Bob grunted. This place was giving him the creeps. He drained his coffee cup and put it up on a high counter.
Jim and Beverly exchanged looks.
“I’m sorry about the parcel thing,” Beverly said. “Just we are kind of stuck, here. It would be nice if you could lend us a hand some time. Maybe—pick up that redelivery I mentioned?” She bent and shoved a card the size of a surfboard, to her, across the kitchen table.
“That would really help us out,” said Jim.
Bob hesitated. They were miniature, sure, and they were screwed by the curse, sure, but they were bankers. Didn’t the bankers screw everybody? “Sure,” he said, and took the card. When he was outside, he balled it up and tossed it on the floor.
***
Bob woke late, feeling hungover. He hadn’t had that much beer, just enough to drown the memory of going next door and finding freaks in the kitchen.
The covers were over his face. He hated that.

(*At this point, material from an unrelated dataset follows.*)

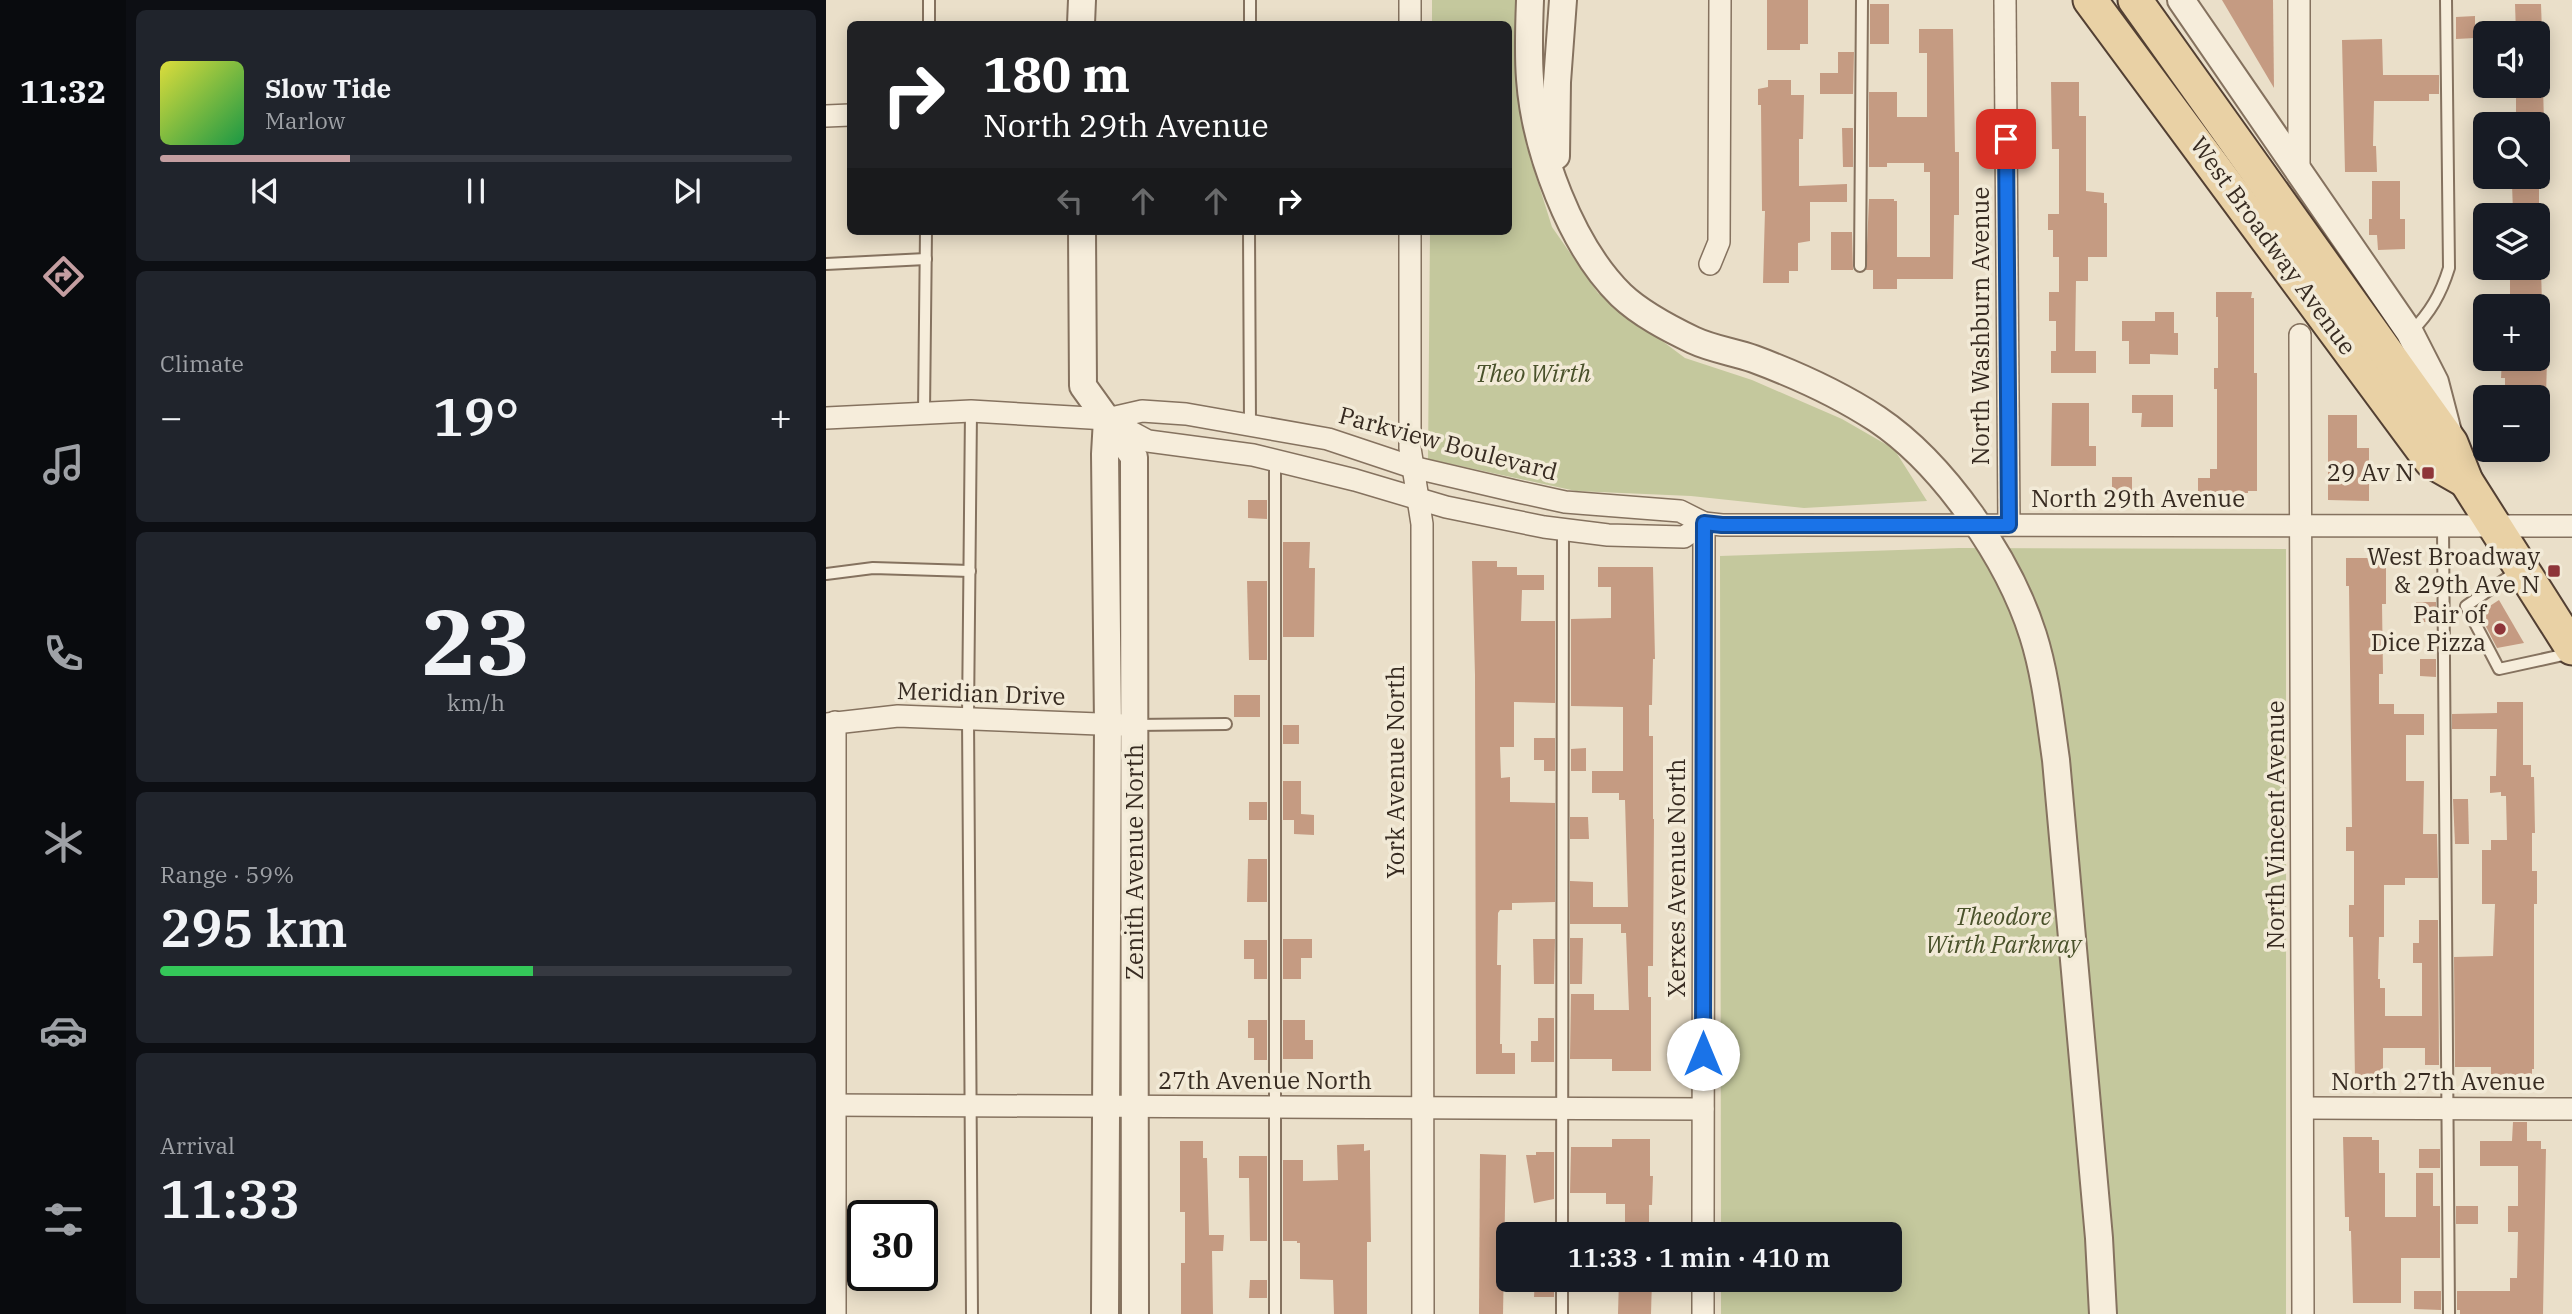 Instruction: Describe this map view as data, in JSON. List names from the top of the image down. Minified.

His ex hadn’t minded—called it cosy—but it drove him crazy. He fought with the sheet for a while and eventually threw it aside.

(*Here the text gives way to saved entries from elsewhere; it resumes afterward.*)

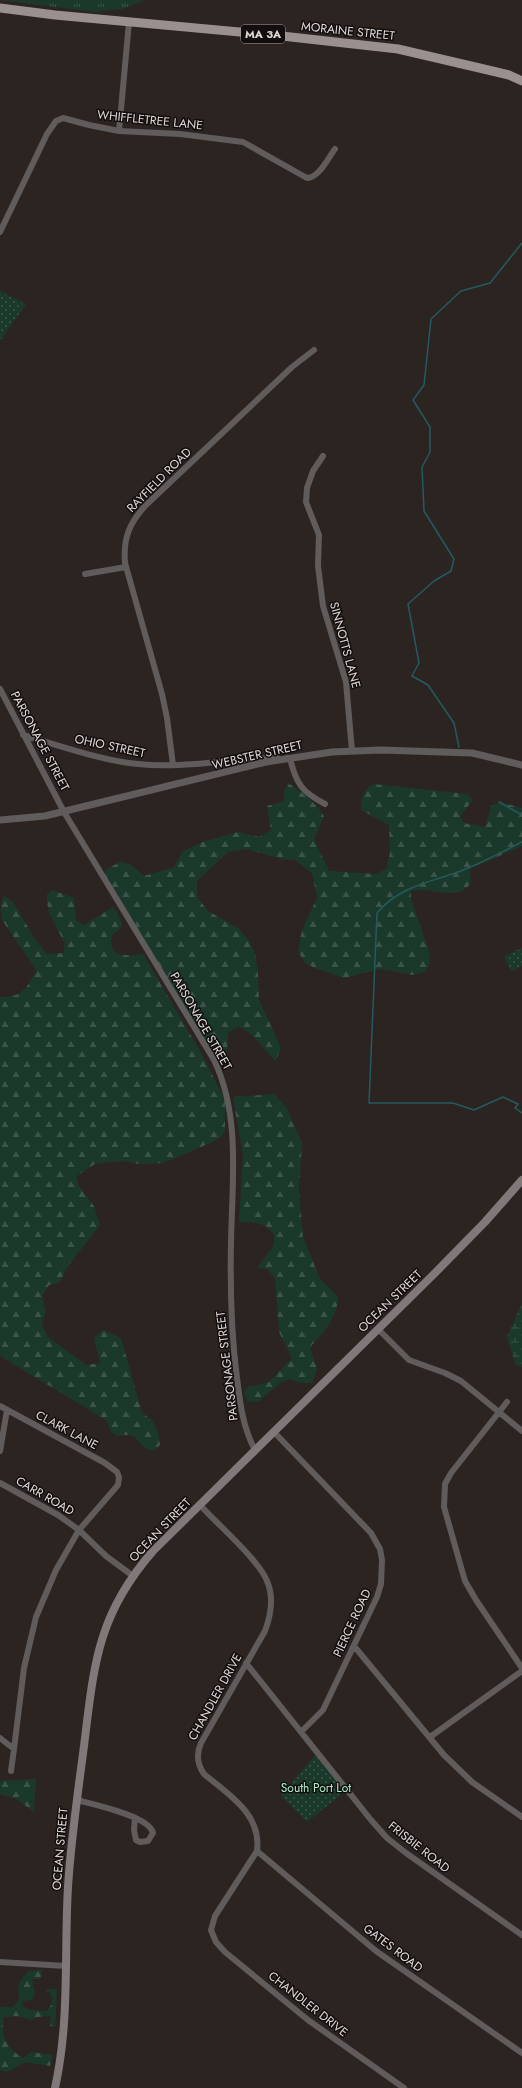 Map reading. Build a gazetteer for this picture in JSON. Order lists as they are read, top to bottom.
{
  "streets": {
    "main road": ["MORAINE STREET", "MA 3A", "OCEAN STREET"],
    "street": [
      "WHIFFLETREE LANE",
      "RAYFIELD ROAD",
      "SINNOTTS LANE",
      "PARSONAGE STREET",
      "OHIO STREET",
      "WEBSTER STREET",
      "CLARK LANE",
      "CARR ROAD",
      "PIERCE ROAD",
      "CHANDLER DRIVE",
      "FRISBIE ROAD",
      "GATES ROAD"
    ]
  },
  "crossings": [
    ["RAYFIELD ROAD", "OHIO STREET"],
    ["SINNOTTS LANE", "WEBSTER STREET"],
    ["PARSONAGE STREET", "OHIO STREET"],
    ["PARSONAGE STREET", "WEBSTER STREET"],
    ["PARSONAGE STREET", "OCEAN STREET"],
    ["OHIO STREET", "WEBSTER STREET"],
    ["OCEAN STREET", "CARR ROAD"],
    ["OCEAN STREET", "PIERCE ROAD"],
    ["OCEAN STREET", "CHANDLER DRIVE"],
    ["CLARK LANE", "CARR ROAD"],
    ["PIERCE ROAD", "FRISBIE ROAD"],
    ["CHANDLER DRIVE", "FRISBIE ROAD"],
    ["CHANDLER DRIVE", "GATES ROAD"]
  ],
  "parks": ["South Port Lot"]
}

The ceiling seemed really far away. So did the nightstand.
He sat up in a hurry.
“Oh God.”
He was small. Small like Jim and Beverly. Small like a person who has been . . . cursed.
Had they done it, the evil freaks?
He was going to go round there and punch Jim’s tiny lights out. At least now it would be a fair fight.

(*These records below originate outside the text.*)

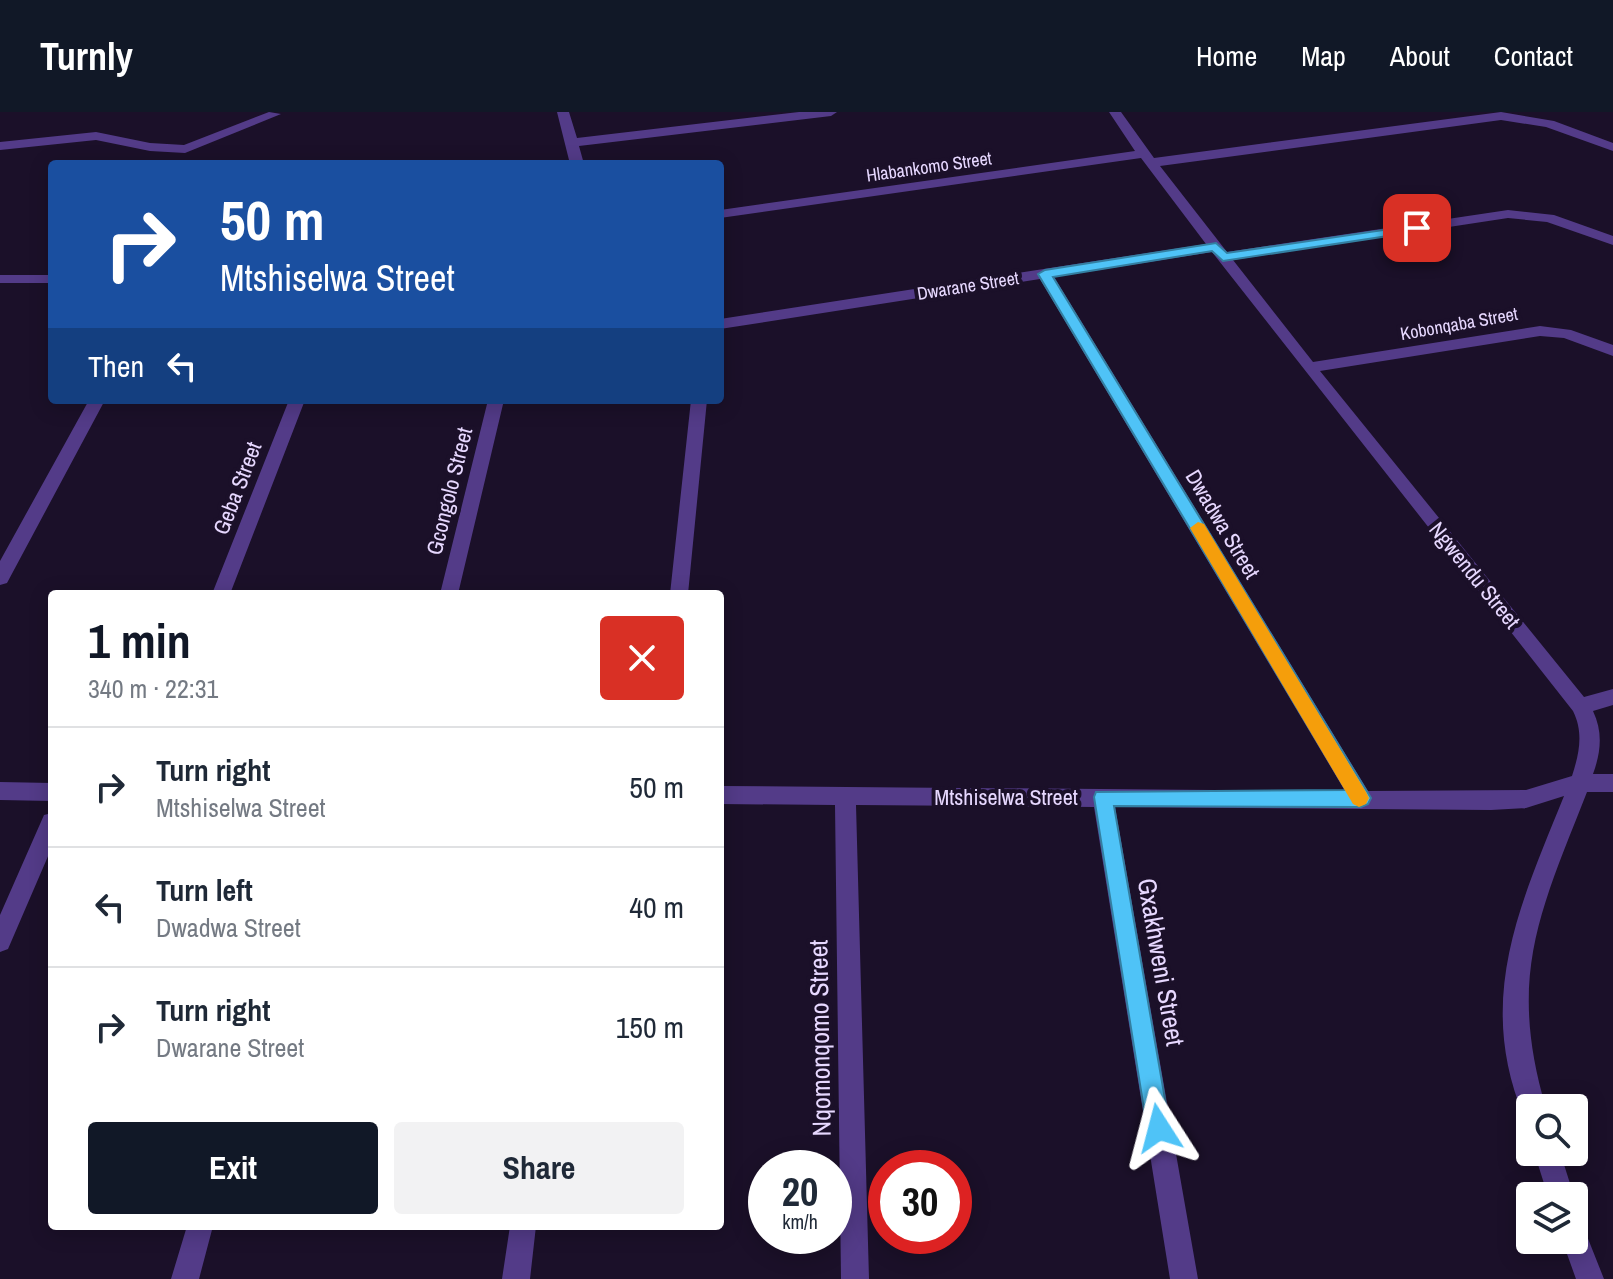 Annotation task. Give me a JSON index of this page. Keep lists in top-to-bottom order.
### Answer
{
  "streets": {
    "street": [
      "Hlabankomo Street",
      "Dwarane Street",
      "Kobonqaba Street",
      "Geba Street",
      "Gcongolo Street",
      "Dwadwa Street",
      "Ngwendu Street",
      "Mtshiselwa Street",
      "Gxakhweni Street",
      "Nqomonqomo Street"
    ]
  },
  "crossings": [
    ["Hlabankomo Street", "Ngwendu Street"],
    ["Dwarane Street", "Dwadwa Street"],
    ["Dwarane Street", "Ngwendu Street"],
    ["Kobonqaba Street", "Ngwendu Street"],
    ["Dwadwa Street", "Mtshiselwa Street"],
    ["Ngwendu Street", "Mtshiselwa Street"],
    ["Mtshiselwa Street", "Gxakhweni Street"],
    ["Mtshiselwa Street", "Nqomonqomo Street"]
  ],
  "page": {
    "header": "Turnly",
    "nav": [
      "Home",
      "Map",
      "About",
      "Contact"
    ],
    "turn": ["50 m", "Mtshiselwa Street"],
    "then": "Then",
    "heading": ["1 min", "340 m · 22:31"],
    "list": [
      {
        "name": "Turn right",
        "note": "Mtshiselwa Street",
        "value": "50 m"
      },
      {
        "name": "Turn left",
        "note": "Dwadwa Street",
        "value": "40 m"
      },
      {
        "name": "Turn right",
        "note": "Dwarane Street",
        "value": "150 m"
      }
    ],
    "buttons": ["Exit", "Share"],
    "speed": "20 km/h",
    "limit": "30"
  }
}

That was it. He would ring his ex, she’d come and help him. And he would threaten to expose Jim and Beverley, tell the world what they’d done, sue them—they must be rich, right?—and if they didn’t help him, pronto, he’d tell his ex to get the vacuum out.
First, the phone.
He clambered to where his phone lay on his enormous pillow, and in a series of laborious skids across the touch screen, dialed his ex. She would pick up and come right over. It was the least she could do.
He stood by the giant slab of the phone, and at the other end of the line, it rang, and rang.
The bed juddered, sending quakes through the mattress. Bob stumbled in a fold of the sheet, and fell. He got up, cursing, and turned back to the phone. Then he stopped, and became very still. A rippling burr of satisfaction filled the air, along with a scent of cheap catmeat. And resting on the phone, claws easing into the attack position, was an enormous ginger paw.